**Saved entries**
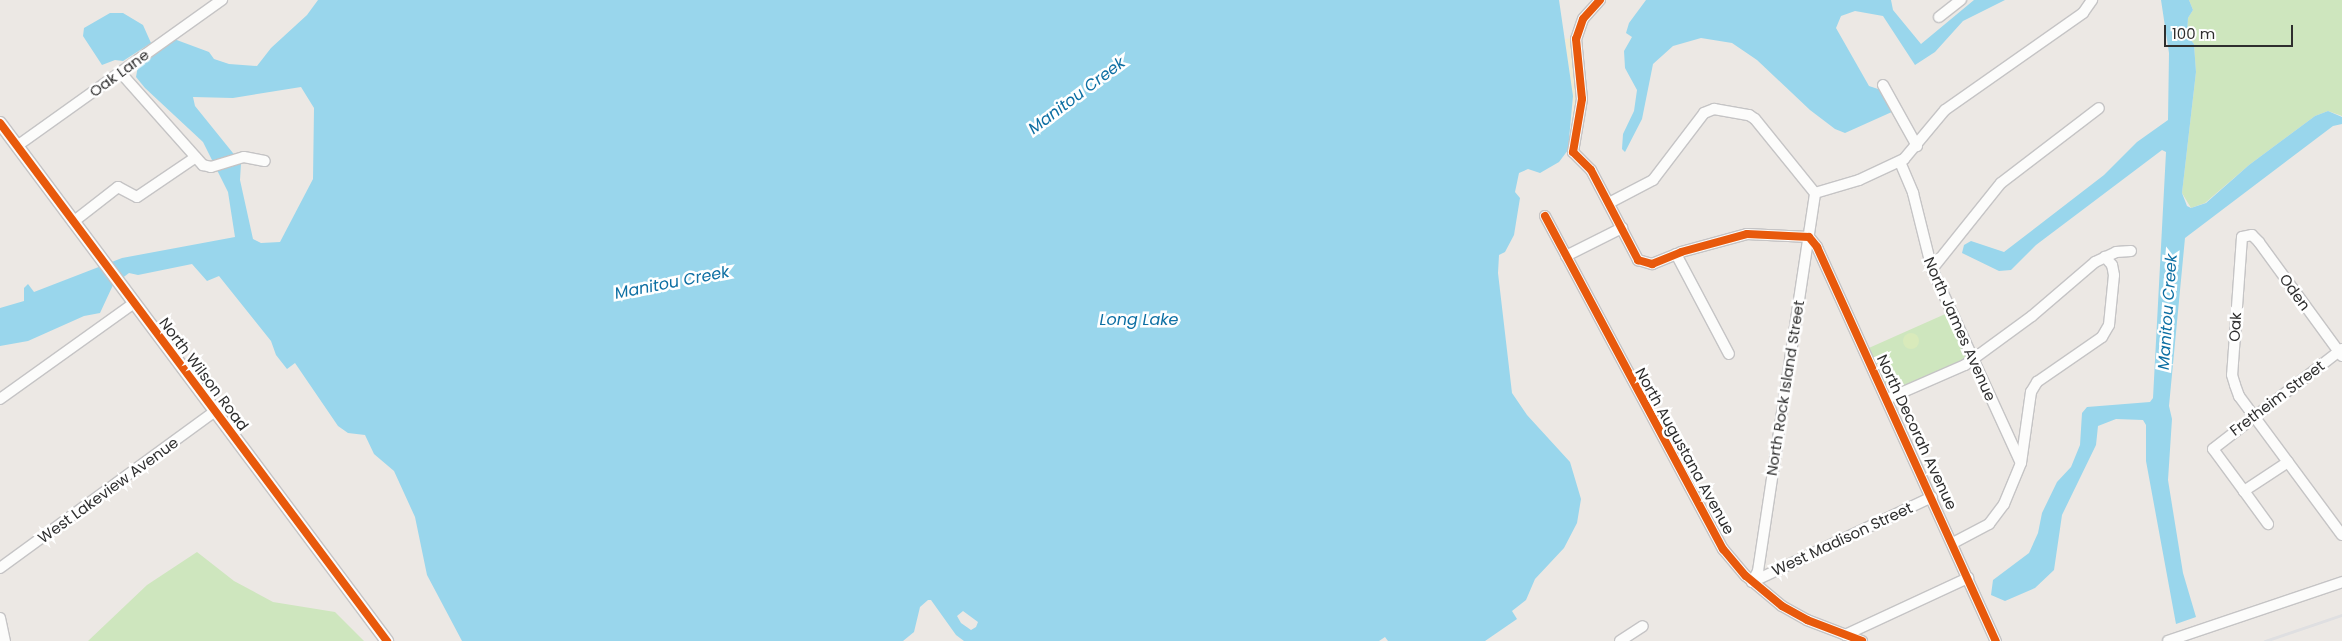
<!DOCTYPE html>
<style>
body{margin:0}
#map{position:relative;width:2342px;height:641px;overflow:hidden;background:#ece8e4;font-family:Poppins,sans-serif}
div>[style]{position:absolute}
[style*='--x']{left:calc(var(--x)*1px);top:calc(var(--y)*1px);width:calc(var(--w)*1px);rotate:calc(var(--a)*1deg)}
.green>*{inset:0;background:#cee6be;transform-origin:0 0}
.sand>*{inset:0;background:#f0ead3}
.pitch>*{inset:0;background:#d9eabb}
.round{border-radius:50%}
.water>*{inset:0;background:#99d6ec}
.roads{filter:drop-shadow(1px 0 #c5c4c5) drop-shadow(-1px 0 #c5c4c5) drop-shadow(0 1px #c5c4c5) drop-shadow(0 -1px #c5c4c5)}
.minor>*{height:10px;margin:-5px;padding:0 5px;transform-origin:5px;border-radius:5px;background:#fcfcfb}
.tertiary>*{height:12px;margin:-6px;padding:0 6px;transform-origin:6px;border-radius:6px;background:#fcfcfb}
.rail>*{height:2.5px;margin:-1.25px;padding:0 1.25px;transform-origin:1.25px;border-radius:1.25px;background:#dfdfe1}
.cycleway>*{height:8px;margin:-4px;padding:0 4px;transform-origin:4px;border-radius:4px;background:#e8590c}
span{translate:-50% -50%;white-space:nowrap;text-align:center;line-height:1.15;-webkit-text-stroke:5px #fff;paint-order:stroke}
.street-label{font-size:15px;color:#2e2e2e}
.water-label{font-size:16px;color:#0d6fa3;font-style:italic}
.scale{position:absolute;left:2164px;top:25px;width:129px;height:22px;box-sizing:border-box;border:2px solid #2e2e2e;border-top:0;padding-left:6px;font-size:15px;line-height:18px;white-space:nowrap;color:#2e2e2e;-webkit-text-stroke:4px #fff;paint-order:stroke}
</style>
<div id="map">
<div class="green">
<div style="clip-path:polygon(2189px 0,2342px 0,2342px 116px,2328px 111px,2315px 116px,2249px 165px,2205px 203px,2191px 208px,2182px 193px,2196px 72px,2194px 44px,2187px 35px,2188px 18px,2193px 10px)"></div>
<div style="left:1952px;top:311px;width:52px;height:96px;rotate:66deg"></div>
<div style="clip-path:polygon(197px 552px,234px 581px,273px 602px,335px 612px,364px 641px,88px 641px,147px 585px)"></div>
</div>
<div class="sand">
<div style="clip-path:polygon(1577px 37px,1582px 99px,1572px 134px,1573px 96px,1565px 39px)"></div>
</div>
<div class="pitch">
<div class="round" style="left:1903px;top:333px;width:16px;height:16px"></div>
</div>
<div class="water">
<div style="clip-path:polygon(evenodd,318px 0,1559px 0,1573px 96px,1568px 150px,1559px 162px,1540px 173px,1528px 169px,1519px 173px,1515px 192px,1520px 198px,1514px 235px,1505px 252px,1499px 255px,1498px 273px,1512px 393px,1527px 415px,1570px 462px,1581px 499px,1577px 523px,1564px 548px,1535px 579px,1526px 600px,1512px 611px,1517px 619px,1485px 641px,1388px 641px,1385px 637px,1379px 641px,964px 641px,956px 635px,931px 600px,928px 600px,920px 607px,914px 632px,903px 641px,462px 641px,427px 575px,415px 517px,394px 471px,374px 454px,365px 435px,348px 433px,338px 426px,295px 363px,287px 369px,276px 355px,271px 341px,219px 276px,207px 281px,192px 264px,138px 275px,129px 273px,113px 285px,100px 313px,84px 316px,28px 341px,0 346px,0 308px,24px 301px,24px 288px,28px 284px,34px 292px,122px 258px,235px 237px,228px 192px,203px 142px,145px 88px,136px 77px,138px 66px,174px 39px,209px 52px,214px 59px,229px 64px,257px 66px,271px 48px,307px 15px,318px 0,301px 87px,314px 108px,313px 179px,280px 242px,261px 243px,253px 239px,240px 180px,241px 163px,195px 106px,193px 97px,233px 98px,301px 87px,318px 0,963px 611px,978px 622px,976px 627px,971px 630px,961px 623px,957px 616px,963px 611px)"></div>
<div style="clip-path:polygon(1646px 0,1891px 0,1893px 10px,1921px 44px,1974px 0,2005px 0,1963px 21px,1935px 52px,1915px 65px,1883px 16px,1855px 11px,1841px 16px,1836px 28px,1869px 86px,1884px 91px,1894px 111px,1845px 133px,1835px 129px,1810px 110px,1757px 60px,1732px 43px,1701px 38px,1673px 46px,1653px 64px,1642px 119px,1625px 152px,1622px 149px,1623px 134px,1634px 111px,1637px 90px,1625px 68px,1624px 51px,1632px 37px,1626px 33px,1629px 23px)"></div>
<div style="clip-path:polygon(2161px 0,2189px 0,2193px 10px,2188px 18px,2187px 35px,2194px 44px,2196px 72px,2182px 193px,2187px 206px,2191px 208px,2206px 203px,2249px 165px,2315px 116px,2328px 111px,2342px 117px,2342px 124px,2333px 126px,2185px 238px,2169px 406px,2172px 419px,2168px 480px,2183px 573px,2196px 617px,2176px 624px,2146px 461px,2146px 425px,2143px 420px,2116px 419px,2098px 426px,2096px 445px,2062px 515px,2054px 570px,2035px 588px,2005px 601px,1991px 595px,1993px 580px,2029px 553px,2038px 533px,2042px 513px,2057px 482px,2071px 467px,2080px 445px,2082px 413px,2087px 407px,2150px 402px,2153px 398px,2166px 152px,2162px 150px,2036px 245px,2011px 270px,1999px 271px,1962px 253px,1964px 245px,1971px 241px,2004px 252px,2104px 175px,2137px 142px,2168px 120px,2169px 53px)"></div>
<div style="clip-path:polygon(110px 13px,123px 13px,143px 25px,151px 43px,123px 61px,115px 60px,102px 65px,83px 36px,84px 28px)"></div>
</div>
<div class="roads">
<div class="minor">
<div style="--x:1600;--y:0;--w:25;--a:132"></div>
<div style="--x:1583;--y:19;--w:21;--a:109"></div>
<div style="--x:1576;--y:39;--w:60;--a:84.3"></div>
<div style="--x:1582;--y:99;--w:54;--a:99.6"></div>
<div style="--x:1573;--y:152;--w:25;--a:45"></div>
<div style="--x:1591;--y:170;--w:102;--a:62.4"></div>
<div style="--x:1638;--y:260;--w:15;--a:16"></div>
<div style="--x:1652;--y:264;--w:31;--a:-22"></div>
<div style="--x:1681;--y:252;--w:68;--a:-15.3"></div>
<div style="--x:1747;--y:234;--w:62;--a:2.8"></div>
<div style="--x:1809;--y:237;--w:13;--a:51"></div>
<div style="--x:1817;--y:247;--w:433;--a:65.6"></div>
<div style="--x:1939;--y:17;--w:28;--a:-38"></div>
<div style="--x:120;--y:72;--w:125;--a:48.3"></div>
<div style="--x:203;--y:165;--w:8;--a:14"></div>
<div style="--x:211;--y:167;--w:34;--a:-17"></div>
<div style="--x:244;--y:157;--w:21;--a:11"></div>
<div style="--x:1883;--y:85;--w:70;--a:60.9"></div>
<div style="--x:17;--y:146;--w:252;--a:-35.5"></div>
<div style="--x:1900;--y:162;--w:34;--a:67"></div>
<div style="--x:1913;--y:193;--w:78;--a:76"></div>
<div style="--x:1932;--y:269;--w:213;--a:65.4"></div>
<div style="--x:1815;--y:193;--w:46;--a:-16.5"></div>
<div style="--x:1859;--y:180;--w:50;--a:-25"></div>
<div style="--x:1904;--y:159;--w:64;--a:-50.1"></div>
<div style="--x:1945;--y:110;--w:169;--a:-35.1"></div>
<div style="--x:2083;--y:13;--w:16;--a:-55"></div>
<div style="--x:1609;--y:203;--w:50;--a:-27.6"></div>
<div style="--x:1653;--y:180;--w:84;--a:-52.7"></div>
<div style="--x:1704;--y:113;--w:11;--a:-22"></div>
<div style="--x:1714;--y:109;--w:36;--a:10"></div>
<div style="--x:1749;--y:115;--w:7;--a:34"></div>
<div style="--x:1755;--y:119;--w:95;--a:51"></div>
<div style="--x:1545;--y:216;--w:378;--a:61.9"></div>
<div style="--x:1723;--y:549;--w:35;--a:50"></div>
<div style="--x:1746;--y:576;--w:47;--a:39.8"></div>
<div style="--x:1782;--y:606;--w:29;--a:29"></div>
<div style="--x:1807;--y:620;--w:59;--a:20.9"></div>
<div style="--x:73;--y:222;--w:57;--a:-37.9"></div>
<div style="--x:118;--y:187;--w:21;--a:28"></div>
<div style="--x:137;--y:197;--w:71;--a:-34.1"></div>
<div style="--x:1676;--y:254;--w:113;--a:62.1"></div>
<div style="--x:1566;--y:256;--w:63;--a:-26.6"></div>
<div style="--x:1932;--y:269;--w:110;--a:-51.3"></div>
<div style="--x:2001;--y:183;--w:123;--a:-37.4"></div>
<div style="--x:2342;--y:356;--w:141;--a:-126.1"></div>
<div style="--x:2259;--y:242;--w:10;--a:-135"></div>
<div style="--x:2252;--y:235;--w:10;--a:169"></div>
<div style="--x:2242;--y:237;--w:138;--a:94.1"></div>
<div style="--x:2232;--y:375;--w:10;--a:73"></div>
<div style="--x:2235;--y:385;--w:12;--a:70"></div>
<div style="--x:2239;--y:396;--w:173;--a:53.5"></div>
<div style="--x:0;--y:399;--w:165;--a:-35.6"></div>
<div style="--x:1887;--y:399;--w:85;--a:-23.6"></div>
<div style="--x:1965;--y:365;--w:83;--a:-36.2"></div>
<div style="--x:2032;--y:316;--w:83;--a:-40.6"></div>
<div style="--x:2095;--y:262;--w:23;--a:-25"></div>
<div style="--x:2116;--y:252;--w:15;--a:-4"></div>
<div style="--x:2288;--y:462;--w:53;--a:146.6"></div>
<div style="--x:2244;--y:491;--w:52;--a:-126.4"></div>
<div style="--x:2213;--y:449;--w:163;--a:-37.8"></div>
<div style="--x:2244;--y:491;--w:41;--a:54"></div>
<div style="--x:1953;--y:543;--w:41;--a:-27.8"></div>
<div style="--x:1989;--y:524;--w:25;--a:-53"></div>
<div style="--x:2004;--y:504;--w:44;--a:-67.5"></div>
<div style="--x:2021;--y:463;--w:72;--a:-82"></div>
<div style="--x:2031;--y:392;--w:12;--a:-59"></div>
<div style="--x:2037;--y:382;--w:79;--a:-34.7"></div>
<div style="--x:2102;--y:337;--w:14;--a:-60"></div>
<div style="--x:2109;--y:325;--w:50;--a:-84.3"></div>
<div style="--x:2114;--y:275;--w:10;--a:-101"></div>
<div style="--x:2112;--y:265;--w:11;--a:-131"></div>
<div style="--x:0;--y:568;--w:266;--a:-36.1"></div>
<div style="--x:1752;--y:582;--w:13;--a:-61"></div>
<div style="--x:1758;--y:571;--w:382;--a:-81.4"></div>
<div style="--x:1752;--y:582;--w:199;--a:-25.3"></div>
<div style="--x:0;--y:618;--w:24;--a:78"></div>
<div style="--x:1845;--y:635;--w:136;--a:-24.9"></div>
<div style="--x:1620;--y:641;--w:27;--a:-33"></div>
<div style="--x:2168;--y:641;--w:184;--a:-18.7"></div>
</div>
<div class="tertiary">
<div style="--x:0;--y:123;--w:647;--a:53.24"></div>
</div>
</div>
<div class="rail">
<div style="--x:2265;--y:641;--w:81;--a:-18.7"></div>
</div>
<div class="cycleway">
<div style="--x:1600;--y:0;--w:25;--a:132"></div>
<div style="--x:1583;--y:19;--w:21;--a:109"></div>
<div style="--x:1576;--y:39;--w:60;--a:84.3"></div>
<div style="--x:1582;--y:99;--w:54;--a:99.6"></div>
<div style="--x:1573;--y:152;--w:25;--a:45"></div>
<div style="--x:1591;--y:170;--w:102;--a:62.4"></div>
<div style="--x:1638;--y:260;--w:15;--a:16"></div>
<div style="--x:1652;--y:264;--w:31;--a:-22"></div>
<div style="--x:1681;--y:252;--w:68;--a:-15.3"></div>
<div style="--x:1747;--y:234;--w:62;--a:2.8"></div>
<div style="--x:1809;--y:237;--w:13;--a:51"></div>
<div style="--x:1817;--y:247;--w:433;--a:65.6"></div>
<div style="--x:0;--y:123;--w:647;--a:53.24"></div>
<div style="--x:1545;--y:216;--w:378;--a:61.9"></div>
<div style="--x:1723;--y:549;--w:35;--a:50"></div>
<div style="--x:1746;--y:576;--w:47;--a:39.8"></div>
<div style="--x:1782;--y:606;--w:29;--a:29"></div>
<div style="--x:1807;--y:620;--w:59;--a:20.9"></div>
</div>
<div class="street-label">
<span style="left:119px;top:73px;rotate:-36deg">Oak Lane</span>
<span style="left:2295px;top:292px;rotate:54deg">Oden</span>
<span style="left:2235px;top:327px;rotate:-87deg">Oak</span>
<span style="left:1960px;top:329px;rotate:66deg">North James Avenue</span>
<span style="left:204px;top:374px;rotate:53deg">North Wilson Road</span>
<span style="left:1785px;top:388px;rotate:-81deg">North Rock Island Street</span>
<span style="left:2277px;top:398px;rotate:-37deg">Fretheim Street</span>
<span style="left:1917px;top:432px;rotate:65deg">North Decorah Avenue</span>
<span style="left:1685px;top:451px;rotate:61deg">North Augustana Avenue</span>
<span style="left:108px;top:490px;rotate:-36deg">West Lakeview Avenue</span>
<span style="left:1842px;top:539px;rotate:-25deg">West Madison Street</span>
</div>
<div class="water-label">
<span style="left:1077px;top:96px;rotate:-37deg">Manitou Creek</span>
<span style="left:672px;top:283px;rotate:-11deg">Manitou Creek</span>
<span style="left:2168px;top:312px;rotate:-86deg">Manitou Creek</span>
<span style="left:1139px;top:320px">Long Lake</span>
</div>
<div class="scale">100 m</div>
</div>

**REQUIREMENT**
Count the lines in the records that include the word "Creek". Report the total alone.

**OUTPUT OF THE TASK**
3